* **Exercise details**:
Show the lines below where "absolute" occurs.

──────── Input data

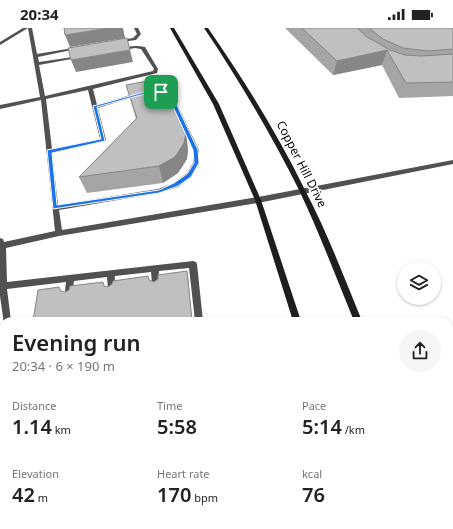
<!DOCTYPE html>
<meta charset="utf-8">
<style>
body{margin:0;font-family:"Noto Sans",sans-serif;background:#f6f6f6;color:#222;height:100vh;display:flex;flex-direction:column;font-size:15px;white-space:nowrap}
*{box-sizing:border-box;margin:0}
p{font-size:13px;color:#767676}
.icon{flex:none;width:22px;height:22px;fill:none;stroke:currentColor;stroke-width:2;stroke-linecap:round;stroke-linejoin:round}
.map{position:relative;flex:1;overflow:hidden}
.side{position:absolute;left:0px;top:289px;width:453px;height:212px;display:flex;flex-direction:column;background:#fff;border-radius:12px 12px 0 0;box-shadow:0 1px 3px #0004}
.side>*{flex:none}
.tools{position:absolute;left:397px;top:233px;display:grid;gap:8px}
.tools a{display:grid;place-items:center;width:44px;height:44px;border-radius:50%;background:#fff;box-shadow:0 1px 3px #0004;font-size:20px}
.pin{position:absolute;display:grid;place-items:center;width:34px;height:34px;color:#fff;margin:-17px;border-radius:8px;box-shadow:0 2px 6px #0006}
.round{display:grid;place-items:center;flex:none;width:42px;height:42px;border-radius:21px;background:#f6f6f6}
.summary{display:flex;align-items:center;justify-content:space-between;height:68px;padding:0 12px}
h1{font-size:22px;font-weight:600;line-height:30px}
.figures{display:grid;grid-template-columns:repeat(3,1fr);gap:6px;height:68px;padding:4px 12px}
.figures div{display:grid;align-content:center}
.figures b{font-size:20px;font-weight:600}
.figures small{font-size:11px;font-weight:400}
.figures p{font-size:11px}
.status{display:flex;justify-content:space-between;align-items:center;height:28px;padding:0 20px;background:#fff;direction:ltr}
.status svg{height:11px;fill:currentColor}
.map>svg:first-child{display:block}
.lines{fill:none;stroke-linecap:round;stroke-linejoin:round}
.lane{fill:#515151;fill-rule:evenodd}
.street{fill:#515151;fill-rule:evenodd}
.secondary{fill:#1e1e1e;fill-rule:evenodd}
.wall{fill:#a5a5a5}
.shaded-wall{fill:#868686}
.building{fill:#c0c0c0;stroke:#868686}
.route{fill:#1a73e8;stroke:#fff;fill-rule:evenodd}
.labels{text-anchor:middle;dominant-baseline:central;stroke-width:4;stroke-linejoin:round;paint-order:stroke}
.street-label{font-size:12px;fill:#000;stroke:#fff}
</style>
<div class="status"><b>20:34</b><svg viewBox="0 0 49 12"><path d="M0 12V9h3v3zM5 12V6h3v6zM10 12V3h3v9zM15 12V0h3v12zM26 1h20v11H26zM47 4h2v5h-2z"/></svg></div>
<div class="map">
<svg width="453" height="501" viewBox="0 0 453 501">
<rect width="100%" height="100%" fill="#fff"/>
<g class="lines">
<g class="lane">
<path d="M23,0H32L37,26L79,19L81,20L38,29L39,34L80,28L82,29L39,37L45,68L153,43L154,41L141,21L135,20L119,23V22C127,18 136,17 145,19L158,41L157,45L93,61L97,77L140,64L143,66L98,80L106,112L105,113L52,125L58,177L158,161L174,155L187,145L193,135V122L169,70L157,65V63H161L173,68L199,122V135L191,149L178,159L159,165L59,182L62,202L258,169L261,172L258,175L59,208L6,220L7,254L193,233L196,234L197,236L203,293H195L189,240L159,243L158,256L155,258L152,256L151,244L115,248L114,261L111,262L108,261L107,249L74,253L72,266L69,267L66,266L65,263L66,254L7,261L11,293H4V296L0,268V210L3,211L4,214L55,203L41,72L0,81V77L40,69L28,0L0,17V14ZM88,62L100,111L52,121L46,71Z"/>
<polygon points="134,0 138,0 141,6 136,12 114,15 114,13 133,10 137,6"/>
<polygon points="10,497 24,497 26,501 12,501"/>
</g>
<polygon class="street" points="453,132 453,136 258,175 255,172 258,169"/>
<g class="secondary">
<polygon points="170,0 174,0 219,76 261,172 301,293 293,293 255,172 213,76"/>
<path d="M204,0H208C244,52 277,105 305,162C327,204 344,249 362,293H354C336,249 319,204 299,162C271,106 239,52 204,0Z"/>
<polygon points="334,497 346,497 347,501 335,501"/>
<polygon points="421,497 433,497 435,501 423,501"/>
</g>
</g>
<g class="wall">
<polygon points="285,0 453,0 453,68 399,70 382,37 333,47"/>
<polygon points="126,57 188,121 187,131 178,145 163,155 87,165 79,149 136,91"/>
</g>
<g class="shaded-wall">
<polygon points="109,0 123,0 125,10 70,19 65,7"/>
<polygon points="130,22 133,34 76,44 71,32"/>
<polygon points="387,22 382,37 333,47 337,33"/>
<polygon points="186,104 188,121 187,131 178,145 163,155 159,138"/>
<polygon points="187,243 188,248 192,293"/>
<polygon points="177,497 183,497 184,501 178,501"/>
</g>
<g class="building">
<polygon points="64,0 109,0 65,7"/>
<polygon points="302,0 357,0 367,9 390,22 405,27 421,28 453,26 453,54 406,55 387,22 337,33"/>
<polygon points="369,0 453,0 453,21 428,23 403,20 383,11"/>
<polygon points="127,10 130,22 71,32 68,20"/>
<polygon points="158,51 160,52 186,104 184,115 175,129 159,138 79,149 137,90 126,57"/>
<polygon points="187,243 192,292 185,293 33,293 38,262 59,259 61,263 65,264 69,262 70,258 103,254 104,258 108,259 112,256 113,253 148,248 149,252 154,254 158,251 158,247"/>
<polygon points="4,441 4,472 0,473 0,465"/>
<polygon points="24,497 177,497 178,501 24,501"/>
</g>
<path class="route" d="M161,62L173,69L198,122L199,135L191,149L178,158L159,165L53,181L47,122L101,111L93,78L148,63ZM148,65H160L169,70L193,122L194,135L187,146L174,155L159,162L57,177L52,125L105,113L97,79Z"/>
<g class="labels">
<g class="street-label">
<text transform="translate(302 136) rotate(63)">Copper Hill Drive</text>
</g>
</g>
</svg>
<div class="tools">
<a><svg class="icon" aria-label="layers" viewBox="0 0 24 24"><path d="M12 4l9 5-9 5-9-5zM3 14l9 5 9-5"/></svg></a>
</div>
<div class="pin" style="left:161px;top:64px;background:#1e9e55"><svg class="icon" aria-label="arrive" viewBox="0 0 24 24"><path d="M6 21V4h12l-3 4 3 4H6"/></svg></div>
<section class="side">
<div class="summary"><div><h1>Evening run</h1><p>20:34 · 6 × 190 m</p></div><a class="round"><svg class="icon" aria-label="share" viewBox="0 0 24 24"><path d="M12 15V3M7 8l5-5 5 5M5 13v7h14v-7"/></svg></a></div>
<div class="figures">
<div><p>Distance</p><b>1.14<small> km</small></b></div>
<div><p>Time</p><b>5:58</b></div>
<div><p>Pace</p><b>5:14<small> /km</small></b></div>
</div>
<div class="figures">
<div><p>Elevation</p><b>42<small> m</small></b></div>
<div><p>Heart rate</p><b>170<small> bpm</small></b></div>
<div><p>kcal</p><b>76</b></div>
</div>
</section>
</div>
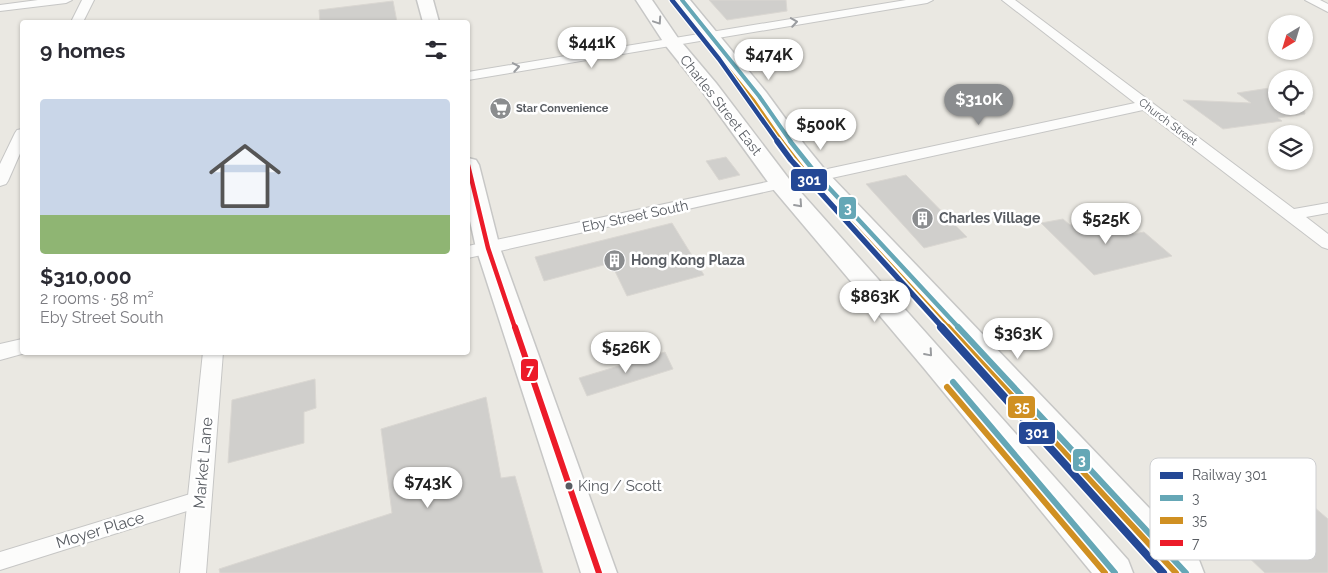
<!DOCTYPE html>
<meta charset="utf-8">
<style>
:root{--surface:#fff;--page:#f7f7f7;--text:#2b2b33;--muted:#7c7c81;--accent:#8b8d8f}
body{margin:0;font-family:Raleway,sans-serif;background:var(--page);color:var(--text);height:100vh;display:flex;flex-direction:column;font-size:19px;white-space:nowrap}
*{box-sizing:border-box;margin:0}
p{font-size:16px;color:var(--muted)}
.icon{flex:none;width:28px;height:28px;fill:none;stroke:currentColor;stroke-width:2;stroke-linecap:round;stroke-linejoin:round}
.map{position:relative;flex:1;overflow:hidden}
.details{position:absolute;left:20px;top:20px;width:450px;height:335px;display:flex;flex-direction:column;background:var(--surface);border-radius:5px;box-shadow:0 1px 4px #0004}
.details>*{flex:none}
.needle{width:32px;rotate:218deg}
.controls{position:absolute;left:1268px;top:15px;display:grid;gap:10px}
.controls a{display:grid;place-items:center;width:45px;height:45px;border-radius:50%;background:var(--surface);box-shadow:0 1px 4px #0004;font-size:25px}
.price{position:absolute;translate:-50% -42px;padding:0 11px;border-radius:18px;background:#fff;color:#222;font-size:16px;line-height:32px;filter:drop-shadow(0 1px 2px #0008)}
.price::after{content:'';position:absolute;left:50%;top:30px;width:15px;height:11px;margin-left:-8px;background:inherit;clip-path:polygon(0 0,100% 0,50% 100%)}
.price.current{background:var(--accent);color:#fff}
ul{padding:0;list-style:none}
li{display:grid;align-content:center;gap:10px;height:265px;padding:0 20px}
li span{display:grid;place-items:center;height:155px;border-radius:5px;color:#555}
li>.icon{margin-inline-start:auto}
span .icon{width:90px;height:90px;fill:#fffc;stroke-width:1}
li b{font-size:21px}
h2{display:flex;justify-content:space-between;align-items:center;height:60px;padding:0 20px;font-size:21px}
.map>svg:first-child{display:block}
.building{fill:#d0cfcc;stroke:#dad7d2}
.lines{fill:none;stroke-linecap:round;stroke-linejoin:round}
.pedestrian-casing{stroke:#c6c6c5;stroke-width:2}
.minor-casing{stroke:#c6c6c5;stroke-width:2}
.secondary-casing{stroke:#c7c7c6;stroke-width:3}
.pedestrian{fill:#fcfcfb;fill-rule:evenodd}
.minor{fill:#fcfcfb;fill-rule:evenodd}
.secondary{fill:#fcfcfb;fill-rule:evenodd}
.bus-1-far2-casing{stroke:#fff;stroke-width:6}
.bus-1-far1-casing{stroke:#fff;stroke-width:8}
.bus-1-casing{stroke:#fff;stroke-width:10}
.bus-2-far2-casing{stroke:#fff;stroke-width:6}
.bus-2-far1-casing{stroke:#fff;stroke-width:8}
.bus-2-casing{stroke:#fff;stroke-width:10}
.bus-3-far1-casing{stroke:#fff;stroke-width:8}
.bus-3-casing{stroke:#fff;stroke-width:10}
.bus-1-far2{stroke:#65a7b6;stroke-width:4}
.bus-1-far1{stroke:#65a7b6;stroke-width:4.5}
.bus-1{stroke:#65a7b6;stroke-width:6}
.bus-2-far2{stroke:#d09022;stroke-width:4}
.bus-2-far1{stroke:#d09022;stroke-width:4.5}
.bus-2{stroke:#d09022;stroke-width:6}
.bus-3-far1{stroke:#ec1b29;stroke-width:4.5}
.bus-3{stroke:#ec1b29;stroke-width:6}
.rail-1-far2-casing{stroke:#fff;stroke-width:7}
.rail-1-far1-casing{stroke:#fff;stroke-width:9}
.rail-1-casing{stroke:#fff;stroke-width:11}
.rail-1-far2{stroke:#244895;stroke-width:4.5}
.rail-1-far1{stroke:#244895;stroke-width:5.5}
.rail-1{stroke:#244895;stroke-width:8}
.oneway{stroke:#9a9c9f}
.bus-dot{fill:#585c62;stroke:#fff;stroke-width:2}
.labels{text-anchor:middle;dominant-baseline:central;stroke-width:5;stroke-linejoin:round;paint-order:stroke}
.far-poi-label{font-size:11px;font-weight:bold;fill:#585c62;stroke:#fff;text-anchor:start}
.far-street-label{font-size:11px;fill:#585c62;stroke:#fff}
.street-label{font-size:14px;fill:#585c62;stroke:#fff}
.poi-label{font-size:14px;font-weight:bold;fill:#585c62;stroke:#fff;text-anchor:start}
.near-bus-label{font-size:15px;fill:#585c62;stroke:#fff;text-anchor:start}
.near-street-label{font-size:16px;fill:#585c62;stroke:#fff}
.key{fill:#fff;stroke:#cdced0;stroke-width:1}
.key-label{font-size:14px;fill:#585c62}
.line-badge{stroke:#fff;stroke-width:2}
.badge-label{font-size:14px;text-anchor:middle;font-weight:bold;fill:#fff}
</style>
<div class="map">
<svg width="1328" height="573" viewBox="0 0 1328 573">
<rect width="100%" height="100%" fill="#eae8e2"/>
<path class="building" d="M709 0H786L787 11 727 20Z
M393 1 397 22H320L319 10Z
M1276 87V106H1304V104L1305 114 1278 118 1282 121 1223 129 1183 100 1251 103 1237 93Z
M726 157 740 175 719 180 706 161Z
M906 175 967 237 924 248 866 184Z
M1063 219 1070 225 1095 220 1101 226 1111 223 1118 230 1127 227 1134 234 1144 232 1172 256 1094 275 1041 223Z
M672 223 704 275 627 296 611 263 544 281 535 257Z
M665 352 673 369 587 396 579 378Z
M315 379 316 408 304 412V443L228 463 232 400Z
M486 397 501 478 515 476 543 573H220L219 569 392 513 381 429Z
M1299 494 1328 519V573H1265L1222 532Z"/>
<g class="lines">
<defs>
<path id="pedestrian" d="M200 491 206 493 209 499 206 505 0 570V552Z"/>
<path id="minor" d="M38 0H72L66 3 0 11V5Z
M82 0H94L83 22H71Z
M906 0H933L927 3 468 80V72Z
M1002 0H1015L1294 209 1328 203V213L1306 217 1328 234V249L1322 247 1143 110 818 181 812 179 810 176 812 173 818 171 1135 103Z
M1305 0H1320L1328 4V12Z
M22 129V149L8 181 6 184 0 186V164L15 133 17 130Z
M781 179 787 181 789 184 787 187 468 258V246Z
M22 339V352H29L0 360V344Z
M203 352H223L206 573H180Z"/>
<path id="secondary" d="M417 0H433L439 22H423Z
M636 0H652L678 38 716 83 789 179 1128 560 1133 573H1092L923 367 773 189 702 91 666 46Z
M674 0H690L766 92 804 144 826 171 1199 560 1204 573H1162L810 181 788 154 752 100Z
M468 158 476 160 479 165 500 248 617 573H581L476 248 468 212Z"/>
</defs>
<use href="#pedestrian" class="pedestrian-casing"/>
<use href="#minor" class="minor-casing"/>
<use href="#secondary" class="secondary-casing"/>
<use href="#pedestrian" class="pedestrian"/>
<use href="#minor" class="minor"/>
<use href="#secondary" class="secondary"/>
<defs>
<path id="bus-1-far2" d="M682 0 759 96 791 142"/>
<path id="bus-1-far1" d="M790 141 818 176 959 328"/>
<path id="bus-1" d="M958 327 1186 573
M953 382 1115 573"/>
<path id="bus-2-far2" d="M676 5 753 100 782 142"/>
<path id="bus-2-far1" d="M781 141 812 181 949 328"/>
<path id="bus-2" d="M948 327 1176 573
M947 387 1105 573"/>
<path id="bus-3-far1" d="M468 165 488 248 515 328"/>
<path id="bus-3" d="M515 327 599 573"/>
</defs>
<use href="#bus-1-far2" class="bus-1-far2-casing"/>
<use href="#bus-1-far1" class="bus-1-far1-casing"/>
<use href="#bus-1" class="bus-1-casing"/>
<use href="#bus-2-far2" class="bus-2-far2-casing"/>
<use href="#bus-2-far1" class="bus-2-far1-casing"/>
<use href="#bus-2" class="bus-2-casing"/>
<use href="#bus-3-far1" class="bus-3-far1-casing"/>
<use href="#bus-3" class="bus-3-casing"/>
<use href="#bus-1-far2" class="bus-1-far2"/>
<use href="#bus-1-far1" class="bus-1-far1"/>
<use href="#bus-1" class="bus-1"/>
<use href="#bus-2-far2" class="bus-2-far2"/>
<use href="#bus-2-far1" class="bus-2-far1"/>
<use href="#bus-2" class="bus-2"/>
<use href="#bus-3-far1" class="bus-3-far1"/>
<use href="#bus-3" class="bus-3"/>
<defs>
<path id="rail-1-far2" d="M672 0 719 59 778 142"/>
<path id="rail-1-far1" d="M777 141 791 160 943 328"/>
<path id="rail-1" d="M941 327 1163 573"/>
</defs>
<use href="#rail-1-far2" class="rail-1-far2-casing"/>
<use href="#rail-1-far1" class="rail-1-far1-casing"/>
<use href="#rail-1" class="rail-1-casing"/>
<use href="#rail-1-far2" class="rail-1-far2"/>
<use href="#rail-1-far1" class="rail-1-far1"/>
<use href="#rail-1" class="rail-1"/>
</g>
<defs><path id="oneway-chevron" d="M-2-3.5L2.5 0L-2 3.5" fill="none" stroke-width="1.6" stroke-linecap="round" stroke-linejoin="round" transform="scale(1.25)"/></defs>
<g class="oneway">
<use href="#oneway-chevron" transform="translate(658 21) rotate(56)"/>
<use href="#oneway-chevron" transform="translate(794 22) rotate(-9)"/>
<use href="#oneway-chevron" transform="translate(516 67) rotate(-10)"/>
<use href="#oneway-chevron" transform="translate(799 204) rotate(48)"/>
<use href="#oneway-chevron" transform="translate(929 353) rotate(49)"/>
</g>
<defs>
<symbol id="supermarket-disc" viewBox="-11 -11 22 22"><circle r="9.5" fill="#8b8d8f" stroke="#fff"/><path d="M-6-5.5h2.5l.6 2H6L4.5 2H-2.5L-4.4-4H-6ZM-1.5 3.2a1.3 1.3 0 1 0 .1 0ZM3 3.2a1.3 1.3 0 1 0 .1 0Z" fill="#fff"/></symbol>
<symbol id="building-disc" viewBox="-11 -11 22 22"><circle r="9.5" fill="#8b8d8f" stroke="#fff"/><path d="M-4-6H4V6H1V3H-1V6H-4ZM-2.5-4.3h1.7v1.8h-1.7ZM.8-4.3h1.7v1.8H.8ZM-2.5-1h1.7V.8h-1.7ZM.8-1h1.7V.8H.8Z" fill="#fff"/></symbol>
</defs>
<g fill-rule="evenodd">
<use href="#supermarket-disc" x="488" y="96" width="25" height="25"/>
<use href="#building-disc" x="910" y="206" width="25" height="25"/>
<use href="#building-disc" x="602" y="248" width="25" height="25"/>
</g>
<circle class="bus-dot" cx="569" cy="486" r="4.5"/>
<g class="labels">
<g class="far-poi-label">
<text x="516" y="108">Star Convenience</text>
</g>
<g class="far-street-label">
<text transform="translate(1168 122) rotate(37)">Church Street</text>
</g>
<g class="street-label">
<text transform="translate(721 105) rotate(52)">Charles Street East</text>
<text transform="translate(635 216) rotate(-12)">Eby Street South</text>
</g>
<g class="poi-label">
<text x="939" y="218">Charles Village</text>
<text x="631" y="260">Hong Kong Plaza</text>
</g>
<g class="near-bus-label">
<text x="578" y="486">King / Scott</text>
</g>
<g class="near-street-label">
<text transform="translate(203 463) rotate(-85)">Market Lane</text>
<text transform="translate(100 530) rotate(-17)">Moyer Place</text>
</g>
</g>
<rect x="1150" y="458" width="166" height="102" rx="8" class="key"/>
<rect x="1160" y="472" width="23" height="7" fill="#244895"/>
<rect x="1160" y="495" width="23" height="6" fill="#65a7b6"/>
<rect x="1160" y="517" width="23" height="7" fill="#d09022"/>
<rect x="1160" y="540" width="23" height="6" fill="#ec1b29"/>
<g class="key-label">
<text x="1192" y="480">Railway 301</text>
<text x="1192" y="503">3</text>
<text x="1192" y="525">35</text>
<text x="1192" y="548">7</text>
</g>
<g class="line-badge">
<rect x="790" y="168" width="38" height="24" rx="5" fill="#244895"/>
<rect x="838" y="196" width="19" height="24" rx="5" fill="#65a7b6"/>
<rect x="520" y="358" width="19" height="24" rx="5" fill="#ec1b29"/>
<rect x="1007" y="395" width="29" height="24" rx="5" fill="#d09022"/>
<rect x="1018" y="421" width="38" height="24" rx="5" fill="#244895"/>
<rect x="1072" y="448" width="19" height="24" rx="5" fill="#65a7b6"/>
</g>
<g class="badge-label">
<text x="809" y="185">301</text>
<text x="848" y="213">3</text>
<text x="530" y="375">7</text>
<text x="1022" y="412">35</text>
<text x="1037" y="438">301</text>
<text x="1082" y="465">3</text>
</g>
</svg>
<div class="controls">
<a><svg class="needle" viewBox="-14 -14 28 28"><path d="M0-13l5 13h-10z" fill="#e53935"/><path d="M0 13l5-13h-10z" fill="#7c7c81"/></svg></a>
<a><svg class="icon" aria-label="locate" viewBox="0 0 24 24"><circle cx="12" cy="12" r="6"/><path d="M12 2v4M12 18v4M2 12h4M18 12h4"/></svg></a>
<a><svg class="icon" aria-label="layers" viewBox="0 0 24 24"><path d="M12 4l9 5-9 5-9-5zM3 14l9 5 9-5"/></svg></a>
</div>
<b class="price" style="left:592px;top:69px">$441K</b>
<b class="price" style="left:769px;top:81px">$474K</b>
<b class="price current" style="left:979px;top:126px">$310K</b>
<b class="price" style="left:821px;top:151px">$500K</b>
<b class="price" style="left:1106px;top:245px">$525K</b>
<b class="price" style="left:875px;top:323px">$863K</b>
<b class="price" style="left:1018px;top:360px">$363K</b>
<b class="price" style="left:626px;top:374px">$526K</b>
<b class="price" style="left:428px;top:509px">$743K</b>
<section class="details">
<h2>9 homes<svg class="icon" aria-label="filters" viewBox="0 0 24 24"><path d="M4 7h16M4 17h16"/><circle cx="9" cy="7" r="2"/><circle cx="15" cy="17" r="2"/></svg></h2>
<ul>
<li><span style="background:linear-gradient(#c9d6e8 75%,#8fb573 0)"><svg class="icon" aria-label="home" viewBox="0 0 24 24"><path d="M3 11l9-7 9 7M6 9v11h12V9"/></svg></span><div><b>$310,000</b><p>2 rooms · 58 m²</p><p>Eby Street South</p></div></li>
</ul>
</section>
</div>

────────────────

* **Answer space**:
.side{position:absolute;left:0px;top:289px;width:453px;height:212px;display:flex;flex-direction:column;background:#fff;border-radius:12px 12px 0 0;box-shadow:0 1px 3px #0004}
.tools{position:absolute;left:397px;top:233px;display:grid;gap:8px}
.pin{position:absolute;display:grid;place-items:center;width:34px;height:34px;color:#fff;margin:-17px;border-radius:8px;box-shadow:0 2px 6px #0006}
.details{position:absolute;left:20px;top:20px;width:450px;height:335px;display:flex;flex-direction:column;background:var(--surface);border-radius:5px;box-shadow:0 1px 4px #0004}
.controls{position:absolute;left:1268px;top:15px;display:grid;gap:10px}
.price{position:absolute;translate:-50% -42px;padding:0 11px;border-radius:18px;background:#fff;color:#222;font-size:16px;line-height:32px;filter:drop-shadow(0 1px 2px #0008)}
.price::after{content:'';position:absolute;left:50%;top:30px;width:15px;height:11px;margin-left:-8px;background:inherit;clip-path:polygon(0 0,100% 0,50% 100%)}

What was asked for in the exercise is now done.